* [Exercise] Please transcribe exactly, and only, the lines of the data below between the line holding "position:absolute; width:15px; height:15px;" and the line holding "flex:none; width:28px; height:28px;", inclusive.

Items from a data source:
--------------------
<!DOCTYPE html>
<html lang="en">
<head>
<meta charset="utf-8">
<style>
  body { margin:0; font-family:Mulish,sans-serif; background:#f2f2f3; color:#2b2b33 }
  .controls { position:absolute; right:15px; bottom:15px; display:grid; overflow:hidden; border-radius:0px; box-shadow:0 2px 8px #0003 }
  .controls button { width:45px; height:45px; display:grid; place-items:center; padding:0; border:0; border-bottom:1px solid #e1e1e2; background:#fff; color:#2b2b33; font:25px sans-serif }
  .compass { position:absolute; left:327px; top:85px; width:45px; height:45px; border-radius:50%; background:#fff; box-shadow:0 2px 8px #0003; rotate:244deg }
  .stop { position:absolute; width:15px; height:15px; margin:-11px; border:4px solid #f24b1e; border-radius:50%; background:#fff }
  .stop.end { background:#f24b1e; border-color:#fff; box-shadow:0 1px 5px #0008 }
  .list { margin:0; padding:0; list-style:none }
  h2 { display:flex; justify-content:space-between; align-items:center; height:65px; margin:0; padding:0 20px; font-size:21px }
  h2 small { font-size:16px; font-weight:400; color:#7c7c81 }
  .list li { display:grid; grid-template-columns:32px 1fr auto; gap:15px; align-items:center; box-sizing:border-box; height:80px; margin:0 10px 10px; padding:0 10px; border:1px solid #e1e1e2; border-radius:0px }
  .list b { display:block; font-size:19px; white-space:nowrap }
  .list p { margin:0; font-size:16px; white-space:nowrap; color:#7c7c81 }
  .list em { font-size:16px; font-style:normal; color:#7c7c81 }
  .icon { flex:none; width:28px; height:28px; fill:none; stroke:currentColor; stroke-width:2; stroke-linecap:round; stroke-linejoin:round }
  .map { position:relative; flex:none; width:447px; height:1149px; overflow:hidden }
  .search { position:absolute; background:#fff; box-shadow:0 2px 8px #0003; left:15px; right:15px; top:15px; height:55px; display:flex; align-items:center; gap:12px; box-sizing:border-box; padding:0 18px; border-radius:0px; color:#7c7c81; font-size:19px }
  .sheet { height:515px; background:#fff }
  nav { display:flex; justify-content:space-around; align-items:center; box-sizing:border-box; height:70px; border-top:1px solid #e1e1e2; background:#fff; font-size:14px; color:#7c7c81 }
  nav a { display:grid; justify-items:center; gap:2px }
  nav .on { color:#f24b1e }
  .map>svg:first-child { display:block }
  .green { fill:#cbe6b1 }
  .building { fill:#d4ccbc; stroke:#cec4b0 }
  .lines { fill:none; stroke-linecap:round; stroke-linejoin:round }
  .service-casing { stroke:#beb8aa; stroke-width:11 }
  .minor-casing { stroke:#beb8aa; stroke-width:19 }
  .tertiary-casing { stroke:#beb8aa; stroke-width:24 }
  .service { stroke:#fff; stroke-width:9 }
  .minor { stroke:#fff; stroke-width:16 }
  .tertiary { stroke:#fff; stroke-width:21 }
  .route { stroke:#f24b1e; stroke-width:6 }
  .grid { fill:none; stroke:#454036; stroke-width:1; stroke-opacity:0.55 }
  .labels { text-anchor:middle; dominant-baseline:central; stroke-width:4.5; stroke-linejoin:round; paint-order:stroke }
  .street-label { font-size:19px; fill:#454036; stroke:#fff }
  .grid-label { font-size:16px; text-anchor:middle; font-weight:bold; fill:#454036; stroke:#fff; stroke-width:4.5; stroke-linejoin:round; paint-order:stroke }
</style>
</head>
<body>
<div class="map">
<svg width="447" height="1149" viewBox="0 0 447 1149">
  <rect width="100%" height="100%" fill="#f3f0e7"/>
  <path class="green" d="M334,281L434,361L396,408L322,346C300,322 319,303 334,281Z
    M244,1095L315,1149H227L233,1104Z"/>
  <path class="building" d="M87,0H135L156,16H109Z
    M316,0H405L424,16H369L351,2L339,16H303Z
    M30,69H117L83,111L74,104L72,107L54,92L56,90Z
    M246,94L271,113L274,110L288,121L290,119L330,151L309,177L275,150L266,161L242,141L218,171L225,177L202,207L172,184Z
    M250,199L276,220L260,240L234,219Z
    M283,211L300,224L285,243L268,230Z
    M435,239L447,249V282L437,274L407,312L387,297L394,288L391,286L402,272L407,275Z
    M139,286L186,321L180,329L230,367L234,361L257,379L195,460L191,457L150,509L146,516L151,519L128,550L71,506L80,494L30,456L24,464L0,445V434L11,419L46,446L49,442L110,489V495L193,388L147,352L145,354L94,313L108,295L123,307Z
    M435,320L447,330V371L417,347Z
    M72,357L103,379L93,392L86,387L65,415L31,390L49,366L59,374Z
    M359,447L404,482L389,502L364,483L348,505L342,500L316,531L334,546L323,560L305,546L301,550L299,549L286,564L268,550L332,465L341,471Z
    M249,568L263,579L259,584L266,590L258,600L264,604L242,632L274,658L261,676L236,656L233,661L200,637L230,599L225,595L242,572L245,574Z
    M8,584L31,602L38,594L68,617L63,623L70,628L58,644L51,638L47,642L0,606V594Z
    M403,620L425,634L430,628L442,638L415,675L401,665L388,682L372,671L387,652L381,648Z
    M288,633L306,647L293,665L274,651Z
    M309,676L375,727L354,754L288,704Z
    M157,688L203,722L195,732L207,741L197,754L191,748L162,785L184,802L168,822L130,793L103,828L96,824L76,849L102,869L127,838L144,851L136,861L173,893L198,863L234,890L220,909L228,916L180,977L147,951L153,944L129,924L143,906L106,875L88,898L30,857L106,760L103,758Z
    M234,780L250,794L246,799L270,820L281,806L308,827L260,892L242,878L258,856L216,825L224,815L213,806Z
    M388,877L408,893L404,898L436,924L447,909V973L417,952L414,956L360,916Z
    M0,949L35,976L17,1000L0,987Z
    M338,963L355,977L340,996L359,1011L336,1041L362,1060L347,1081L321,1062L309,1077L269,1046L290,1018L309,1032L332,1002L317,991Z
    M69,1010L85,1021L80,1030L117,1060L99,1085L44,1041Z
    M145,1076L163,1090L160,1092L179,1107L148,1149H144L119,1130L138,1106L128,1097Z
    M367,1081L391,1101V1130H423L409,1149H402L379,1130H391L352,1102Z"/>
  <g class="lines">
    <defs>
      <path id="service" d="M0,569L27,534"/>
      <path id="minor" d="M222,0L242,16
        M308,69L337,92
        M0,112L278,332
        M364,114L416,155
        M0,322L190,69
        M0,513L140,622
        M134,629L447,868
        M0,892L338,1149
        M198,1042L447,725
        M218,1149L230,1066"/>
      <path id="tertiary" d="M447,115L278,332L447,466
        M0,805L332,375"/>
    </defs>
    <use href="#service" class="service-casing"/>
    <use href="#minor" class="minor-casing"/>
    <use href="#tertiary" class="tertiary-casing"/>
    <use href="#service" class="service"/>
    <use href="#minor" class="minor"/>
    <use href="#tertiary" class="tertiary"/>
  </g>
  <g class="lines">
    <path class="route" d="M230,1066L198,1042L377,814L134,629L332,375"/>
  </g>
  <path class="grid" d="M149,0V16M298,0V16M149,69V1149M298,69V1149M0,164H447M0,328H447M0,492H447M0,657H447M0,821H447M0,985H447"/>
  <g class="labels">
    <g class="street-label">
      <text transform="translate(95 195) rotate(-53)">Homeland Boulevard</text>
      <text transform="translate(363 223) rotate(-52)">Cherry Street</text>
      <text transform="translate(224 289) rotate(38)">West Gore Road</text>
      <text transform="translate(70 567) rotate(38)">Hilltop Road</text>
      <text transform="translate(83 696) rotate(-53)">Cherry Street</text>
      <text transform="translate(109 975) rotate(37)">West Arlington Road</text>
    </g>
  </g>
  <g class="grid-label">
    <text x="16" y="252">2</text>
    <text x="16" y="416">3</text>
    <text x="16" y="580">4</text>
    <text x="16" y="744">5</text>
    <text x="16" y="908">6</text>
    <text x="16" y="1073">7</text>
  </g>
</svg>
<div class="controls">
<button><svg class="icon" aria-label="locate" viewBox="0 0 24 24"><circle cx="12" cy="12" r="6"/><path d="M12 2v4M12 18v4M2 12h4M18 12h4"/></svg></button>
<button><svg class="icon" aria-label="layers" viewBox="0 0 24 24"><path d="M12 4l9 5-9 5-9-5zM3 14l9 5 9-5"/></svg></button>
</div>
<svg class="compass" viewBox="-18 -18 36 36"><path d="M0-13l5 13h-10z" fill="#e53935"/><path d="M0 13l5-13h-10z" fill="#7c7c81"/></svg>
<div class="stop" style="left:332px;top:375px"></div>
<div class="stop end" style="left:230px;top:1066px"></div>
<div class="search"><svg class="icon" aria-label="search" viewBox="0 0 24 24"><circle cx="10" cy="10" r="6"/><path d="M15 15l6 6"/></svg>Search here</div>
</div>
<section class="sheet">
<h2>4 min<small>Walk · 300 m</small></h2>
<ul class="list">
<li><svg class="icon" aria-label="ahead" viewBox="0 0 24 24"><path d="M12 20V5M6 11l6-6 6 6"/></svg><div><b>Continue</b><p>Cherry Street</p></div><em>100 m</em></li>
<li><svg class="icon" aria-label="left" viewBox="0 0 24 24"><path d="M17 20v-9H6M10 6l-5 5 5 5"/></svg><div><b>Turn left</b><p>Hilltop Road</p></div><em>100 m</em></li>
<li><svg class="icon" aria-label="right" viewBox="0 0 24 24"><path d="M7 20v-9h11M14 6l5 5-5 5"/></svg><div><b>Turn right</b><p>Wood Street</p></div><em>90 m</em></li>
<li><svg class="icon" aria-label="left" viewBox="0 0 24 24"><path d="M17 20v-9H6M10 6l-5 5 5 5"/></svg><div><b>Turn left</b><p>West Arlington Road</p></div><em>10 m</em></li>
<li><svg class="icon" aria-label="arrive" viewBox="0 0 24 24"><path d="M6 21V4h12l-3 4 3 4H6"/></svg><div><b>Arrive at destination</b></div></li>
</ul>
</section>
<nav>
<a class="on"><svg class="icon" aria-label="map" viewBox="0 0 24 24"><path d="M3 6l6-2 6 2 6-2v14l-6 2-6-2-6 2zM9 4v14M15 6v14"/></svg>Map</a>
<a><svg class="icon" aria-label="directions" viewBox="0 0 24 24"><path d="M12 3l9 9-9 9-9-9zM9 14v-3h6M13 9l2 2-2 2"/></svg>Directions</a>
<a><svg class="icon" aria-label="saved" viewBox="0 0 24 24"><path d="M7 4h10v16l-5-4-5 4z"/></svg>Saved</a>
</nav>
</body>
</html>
--------------------
* [Exercise result]
  .stop { position:absolute; width:15px; height:15px; margin:-11px; border:4px solid #f24b1e; border-radius:50%; background:#fff }
  .stop.end { background:#f24b1e; border-color:#fff; box-shadow:0 1px 5px #0008 }
  .list { margin:0; padding:0; list-style:none }
  h2 { display:flex; justify-content:space-between; align-items:center; height:65px; margin:0; padding:0 20px; font-size:21px }
  h2 small { font-size:16px; font-weight:400; color:#7c7c81 }
  .list li { display:grid; grid-template-columns:32px 1fr auto; gap:15px; align-items:center; box-sizing:border-box; height:80px; margin:0 10px 10px; padding:0 10px; border:1px solid #e1e1e2; border-radius:0px }
  .list b { display:block; font-size:19px; white-space:nowrap }
  .list p { margin:0; font-size:16px; white-space:nowrap; color:#7c7c81 }
  .list em { font-size:16px; font-style:normal; color:#7c7c81 }
  .icon { flex:none; width:28px; height:28px; fill:none; stroke:currentColor; stroke-width:2; stroke-linecap:round; stroke-linejoin:round }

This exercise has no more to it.